> _Your task_
Among the lines of the material below, count those with the string "stream". Give the number alone.

> _Task data_

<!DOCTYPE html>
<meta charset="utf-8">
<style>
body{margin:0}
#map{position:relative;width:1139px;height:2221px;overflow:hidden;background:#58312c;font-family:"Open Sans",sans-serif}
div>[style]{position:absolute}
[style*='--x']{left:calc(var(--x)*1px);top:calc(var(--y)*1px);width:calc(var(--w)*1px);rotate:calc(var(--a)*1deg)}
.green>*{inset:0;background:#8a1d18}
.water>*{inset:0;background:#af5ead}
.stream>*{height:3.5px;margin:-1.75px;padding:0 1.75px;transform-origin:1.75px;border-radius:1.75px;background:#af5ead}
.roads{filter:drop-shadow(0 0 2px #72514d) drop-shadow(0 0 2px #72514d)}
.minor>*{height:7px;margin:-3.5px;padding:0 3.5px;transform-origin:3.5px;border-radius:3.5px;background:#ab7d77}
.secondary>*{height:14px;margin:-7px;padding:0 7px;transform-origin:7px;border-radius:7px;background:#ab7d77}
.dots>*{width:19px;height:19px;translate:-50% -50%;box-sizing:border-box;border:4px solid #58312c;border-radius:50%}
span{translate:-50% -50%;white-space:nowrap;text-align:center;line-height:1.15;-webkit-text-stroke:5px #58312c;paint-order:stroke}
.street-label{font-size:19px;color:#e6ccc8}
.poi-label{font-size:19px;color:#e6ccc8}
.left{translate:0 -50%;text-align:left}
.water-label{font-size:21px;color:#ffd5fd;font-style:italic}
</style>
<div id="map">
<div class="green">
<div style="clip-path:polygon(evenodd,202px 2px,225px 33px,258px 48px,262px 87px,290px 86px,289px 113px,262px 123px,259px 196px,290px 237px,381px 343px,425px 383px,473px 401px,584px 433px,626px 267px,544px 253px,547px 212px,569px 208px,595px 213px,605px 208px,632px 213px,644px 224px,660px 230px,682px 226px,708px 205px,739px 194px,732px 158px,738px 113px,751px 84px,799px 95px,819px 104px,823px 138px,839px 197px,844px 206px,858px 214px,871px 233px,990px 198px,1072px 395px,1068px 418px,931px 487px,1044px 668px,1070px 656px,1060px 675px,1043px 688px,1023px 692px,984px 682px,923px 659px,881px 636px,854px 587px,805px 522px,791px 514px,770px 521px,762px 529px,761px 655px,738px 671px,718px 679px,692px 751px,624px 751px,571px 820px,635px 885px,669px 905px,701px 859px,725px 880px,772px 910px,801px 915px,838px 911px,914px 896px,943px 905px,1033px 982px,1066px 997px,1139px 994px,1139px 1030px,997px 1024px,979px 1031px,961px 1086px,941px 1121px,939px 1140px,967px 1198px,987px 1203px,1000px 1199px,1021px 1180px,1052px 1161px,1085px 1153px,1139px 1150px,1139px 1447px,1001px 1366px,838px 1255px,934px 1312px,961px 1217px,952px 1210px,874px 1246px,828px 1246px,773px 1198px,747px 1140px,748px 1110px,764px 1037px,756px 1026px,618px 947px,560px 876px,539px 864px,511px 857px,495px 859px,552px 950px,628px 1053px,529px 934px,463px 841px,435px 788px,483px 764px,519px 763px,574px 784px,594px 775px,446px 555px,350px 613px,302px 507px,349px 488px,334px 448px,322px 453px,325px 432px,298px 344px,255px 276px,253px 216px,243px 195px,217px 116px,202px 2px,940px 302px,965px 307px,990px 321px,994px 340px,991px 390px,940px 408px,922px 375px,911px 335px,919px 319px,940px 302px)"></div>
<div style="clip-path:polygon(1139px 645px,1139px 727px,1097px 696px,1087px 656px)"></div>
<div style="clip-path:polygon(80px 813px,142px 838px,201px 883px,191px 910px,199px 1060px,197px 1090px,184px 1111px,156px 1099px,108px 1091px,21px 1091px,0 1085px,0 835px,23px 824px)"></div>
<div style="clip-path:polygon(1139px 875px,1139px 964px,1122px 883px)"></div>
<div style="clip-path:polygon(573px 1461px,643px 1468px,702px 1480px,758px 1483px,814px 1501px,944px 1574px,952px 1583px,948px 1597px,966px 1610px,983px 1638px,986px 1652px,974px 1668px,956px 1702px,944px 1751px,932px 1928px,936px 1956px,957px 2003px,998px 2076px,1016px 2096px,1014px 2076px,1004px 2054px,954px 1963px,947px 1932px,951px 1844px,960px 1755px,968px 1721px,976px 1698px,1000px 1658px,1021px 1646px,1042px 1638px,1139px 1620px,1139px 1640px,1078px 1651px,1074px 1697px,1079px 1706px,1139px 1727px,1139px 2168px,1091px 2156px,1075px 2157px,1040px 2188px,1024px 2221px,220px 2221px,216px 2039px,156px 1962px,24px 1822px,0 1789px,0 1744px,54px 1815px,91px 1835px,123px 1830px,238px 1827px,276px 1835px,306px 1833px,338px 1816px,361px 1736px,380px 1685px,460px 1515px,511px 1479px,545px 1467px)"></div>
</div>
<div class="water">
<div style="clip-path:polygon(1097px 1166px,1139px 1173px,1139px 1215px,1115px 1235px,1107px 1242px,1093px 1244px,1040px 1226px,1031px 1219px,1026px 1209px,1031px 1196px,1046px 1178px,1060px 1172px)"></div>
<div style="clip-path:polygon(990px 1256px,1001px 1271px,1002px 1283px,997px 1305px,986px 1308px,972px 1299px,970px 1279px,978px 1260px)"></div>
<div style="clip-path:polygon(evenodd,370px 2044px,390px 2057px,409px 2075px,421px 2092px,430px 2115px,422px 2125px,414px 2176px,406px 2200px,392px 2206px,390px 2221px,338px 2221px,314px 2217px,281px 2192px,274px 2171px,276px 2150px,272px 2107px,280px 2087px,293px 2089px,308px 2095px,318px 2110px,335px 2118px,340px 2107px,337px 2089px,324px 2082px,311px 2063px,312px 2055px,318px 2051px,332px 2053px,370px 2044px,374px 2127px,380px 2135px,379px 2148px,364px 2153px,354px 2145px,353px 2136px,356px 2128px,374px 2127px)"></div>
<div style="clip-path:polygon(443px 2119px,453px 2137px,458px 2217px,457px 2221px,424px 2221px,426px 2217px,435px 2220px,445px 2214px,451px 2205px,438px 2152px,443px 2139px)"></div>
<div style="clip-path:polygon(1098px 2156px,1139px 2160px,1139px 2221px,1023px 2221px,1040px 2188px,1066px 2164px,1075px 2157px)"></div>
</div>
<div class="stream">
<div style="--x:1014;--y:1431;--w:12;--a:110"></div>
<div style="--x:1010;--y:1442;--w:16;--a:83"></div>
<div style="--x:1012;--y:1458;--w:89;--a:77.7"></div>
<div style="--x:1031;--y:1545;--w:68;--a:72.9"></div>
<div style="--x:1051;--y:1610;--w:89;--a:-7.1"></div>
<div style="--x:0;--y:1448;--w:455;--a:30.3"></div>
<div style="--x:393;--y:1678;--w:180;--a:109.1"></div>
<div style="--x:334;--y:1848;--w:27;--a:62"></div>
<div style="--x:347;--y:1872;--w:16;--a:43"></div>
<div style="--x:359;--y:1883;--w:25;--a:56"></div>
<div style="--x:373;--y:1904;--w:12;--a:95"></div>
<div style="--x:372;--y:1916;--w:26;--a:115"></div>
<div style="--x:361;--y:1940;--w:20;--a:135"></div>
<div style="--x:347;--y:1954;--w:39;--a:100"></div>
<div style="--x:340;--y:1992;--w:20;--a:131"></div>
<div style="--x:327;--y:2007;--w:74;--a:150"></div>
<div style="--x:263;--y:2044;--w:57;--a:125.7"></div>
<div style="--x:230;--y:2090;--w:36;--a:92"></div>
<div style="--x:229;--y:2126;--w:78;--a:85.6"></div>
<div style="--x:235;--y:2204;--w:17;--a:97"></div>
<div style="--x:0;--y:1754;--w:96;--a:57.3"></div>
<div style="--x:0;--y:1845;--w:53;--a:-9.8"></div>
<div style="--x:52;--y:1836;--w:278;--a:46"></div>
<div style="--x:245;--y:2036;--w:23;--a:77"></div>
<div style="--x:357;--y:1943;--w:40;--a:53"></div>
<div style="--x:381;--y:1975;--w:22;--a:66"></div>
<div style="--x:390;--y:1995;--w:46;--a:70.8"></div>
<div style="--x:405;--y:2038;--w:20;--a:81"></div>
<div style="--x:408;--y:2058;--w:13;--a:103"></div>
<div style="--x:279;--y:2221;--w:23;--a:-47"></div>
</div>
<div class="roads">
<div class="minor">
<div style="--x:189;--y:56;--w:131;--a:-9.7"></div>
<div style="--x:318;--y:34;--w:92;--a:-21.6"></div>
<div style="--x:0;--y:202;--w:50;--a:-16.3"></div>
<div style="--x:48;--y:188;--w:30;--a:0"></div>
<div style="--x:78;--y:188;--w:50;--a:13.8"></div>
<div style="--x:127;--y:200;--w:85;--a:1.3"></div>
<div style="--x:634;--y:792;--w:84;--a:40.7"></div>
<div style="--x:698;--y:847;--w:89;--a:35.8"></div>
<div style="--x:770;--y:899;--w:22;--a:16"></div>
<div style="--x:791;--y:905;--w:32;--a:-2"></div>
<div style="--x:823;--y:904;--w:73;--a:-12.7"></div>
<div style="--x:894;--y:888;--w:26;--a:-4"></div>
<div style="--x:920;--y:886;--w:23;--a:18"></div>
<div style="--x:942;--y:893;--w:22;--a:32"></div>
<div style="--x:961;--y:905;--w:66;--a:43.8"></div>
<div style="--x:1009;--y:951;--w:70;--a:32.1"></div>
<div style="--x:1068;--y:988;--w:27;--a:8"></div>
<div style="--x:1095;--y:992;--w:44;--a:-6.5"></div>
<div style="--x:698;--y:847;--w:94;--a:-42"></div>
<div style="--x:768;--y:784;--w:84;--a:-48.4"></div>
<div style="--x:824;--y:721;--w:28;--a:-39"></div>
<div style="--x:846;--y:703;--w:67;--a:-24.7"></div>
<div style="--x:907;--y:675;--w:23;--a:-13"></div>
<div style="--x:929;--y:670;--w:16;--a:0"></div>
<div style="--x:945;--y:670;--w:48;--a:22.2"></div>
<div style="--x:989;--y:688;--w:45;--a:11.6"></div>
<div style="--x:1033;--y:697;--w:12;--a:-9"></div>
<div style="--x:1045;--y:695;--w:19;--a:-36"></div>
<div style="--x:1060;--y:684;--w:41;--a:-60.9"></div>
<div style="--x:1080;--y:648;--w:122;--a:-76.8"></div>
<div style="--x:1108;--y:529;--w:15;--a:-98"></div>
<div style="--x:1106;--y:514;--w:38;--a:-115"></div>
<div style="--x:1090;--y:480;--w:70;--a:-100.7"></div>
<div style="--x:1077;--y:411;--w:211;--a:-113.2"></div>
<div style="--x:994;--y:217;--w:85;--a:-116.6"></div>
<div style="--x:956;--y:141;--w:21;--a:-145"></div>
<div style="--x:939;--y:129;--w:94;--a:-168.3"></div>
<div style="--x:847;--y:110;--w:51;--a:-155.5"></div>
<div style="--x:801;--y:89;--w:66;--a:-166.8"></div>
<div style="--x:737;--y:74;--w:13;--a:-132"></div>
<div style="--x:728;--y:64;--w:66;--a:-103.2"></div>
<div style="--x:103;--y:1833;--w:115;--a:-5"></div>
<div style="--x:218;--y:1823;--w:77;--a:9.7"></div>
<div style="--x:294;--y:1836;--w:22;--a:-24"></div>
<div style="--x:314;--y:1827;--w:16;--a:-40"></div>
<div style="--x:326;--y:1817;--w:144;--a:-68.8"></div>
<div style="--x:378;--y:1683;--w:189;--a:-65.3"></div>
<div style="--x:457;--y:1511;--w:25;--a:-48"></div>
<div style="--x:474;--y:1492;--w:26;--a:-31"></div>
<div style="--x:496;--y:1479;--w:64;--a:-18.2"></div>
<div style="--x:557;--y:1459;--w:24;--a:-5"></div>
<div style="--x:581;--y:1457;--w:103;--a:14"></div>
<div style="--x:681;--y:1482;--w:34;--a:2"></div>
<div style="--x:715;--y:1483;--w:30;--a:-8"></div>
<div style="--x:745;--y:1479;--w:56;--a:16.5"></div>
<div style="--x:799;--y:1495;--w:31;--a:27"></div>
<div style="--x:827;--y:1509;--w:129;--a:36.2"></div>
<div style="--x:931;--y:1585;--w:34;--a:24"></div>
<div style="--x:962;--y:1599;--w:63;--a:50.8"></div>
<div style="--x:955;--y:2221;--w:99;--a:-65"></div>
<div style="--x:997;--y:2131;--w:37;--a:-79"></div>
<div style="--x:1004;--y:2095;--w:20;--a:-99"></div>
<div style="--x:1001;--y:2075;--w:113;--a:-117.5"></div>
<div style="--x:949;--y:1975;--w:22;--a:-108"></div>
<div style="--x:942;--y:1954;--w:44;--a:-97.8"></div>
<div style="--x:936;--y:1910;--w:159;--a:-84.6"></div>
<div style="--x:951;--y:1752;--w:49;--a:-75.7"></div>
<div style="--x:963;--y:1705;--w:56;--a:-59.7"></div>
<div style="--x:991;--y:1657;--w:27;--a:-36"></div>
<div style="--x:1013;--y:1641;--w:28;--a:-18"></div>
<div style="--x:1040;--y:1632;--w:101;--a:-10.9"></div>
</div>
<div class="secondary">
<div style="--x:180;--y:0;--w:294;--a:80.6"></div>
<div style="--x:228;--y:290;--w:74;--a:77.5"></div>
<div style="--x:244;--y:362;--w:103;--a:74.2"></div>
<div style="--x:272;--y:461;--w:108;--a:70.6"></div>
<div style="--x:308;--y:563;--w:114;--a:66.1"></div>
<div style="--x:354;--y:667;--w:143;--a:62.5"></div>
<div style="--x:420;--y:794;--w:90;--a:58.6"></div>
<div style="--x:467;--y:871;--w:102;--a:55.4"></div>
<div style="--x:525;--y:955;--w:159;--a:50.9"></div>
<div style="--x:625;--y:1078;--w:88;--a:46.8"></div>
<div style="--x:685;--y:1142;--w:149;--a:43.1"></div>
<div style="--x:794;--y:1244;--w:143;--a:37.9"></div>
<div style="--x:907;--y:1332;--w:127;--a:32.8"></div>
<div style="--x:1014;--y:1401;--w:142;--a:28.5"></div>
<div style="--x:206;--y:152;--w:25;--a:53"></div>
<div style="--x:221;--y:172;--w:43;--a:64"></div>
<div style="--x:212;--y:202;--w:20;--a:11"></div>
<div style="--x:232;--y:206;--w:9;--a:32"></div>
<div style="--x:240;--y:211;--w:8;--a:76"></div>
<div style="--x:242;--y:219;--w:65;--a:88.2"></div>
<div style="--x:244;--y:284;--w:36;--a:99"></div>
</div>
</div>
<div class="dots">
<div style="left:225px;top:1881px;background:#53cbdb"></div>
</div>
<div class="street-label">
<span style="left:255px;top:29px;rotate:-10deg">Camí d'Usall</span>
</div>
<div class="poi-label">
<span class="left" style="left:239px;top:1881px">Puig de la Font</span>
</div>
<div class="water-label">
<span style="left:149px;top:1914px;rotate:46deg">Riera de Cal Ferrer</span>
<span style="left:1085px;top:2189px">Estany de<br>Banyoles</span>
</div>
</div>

> _Completed task_
2